## REQUIRED ACTION
Copy out the listing that follows in its entirety, keeping it exactly the same.

## DATA EXTRACT
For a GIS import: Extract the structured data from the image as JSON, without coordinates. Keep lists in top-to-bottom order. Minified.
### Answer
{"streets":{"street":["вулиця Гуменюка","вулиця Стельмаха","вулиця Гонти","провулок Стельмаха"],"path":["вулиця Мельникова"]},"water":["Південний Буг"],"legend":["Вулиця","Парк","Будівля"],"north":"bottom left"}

## EXERCISE RESULT
For a GIS import: Extract the structured data from the image as JSON, without coordinates. Keep lists in top-to-bottom order. Minified.
### Answer
{"streets":{"street":["вулиця Гуменюка","вулиця Стельмаха","вулиця Гонти","провулок Стельмаха"],"path":["вулиця Мельникова"]},"water":["Південний Буг"],"legend":["Вулиця","Парк","Будівля"],"north":"bottom left"}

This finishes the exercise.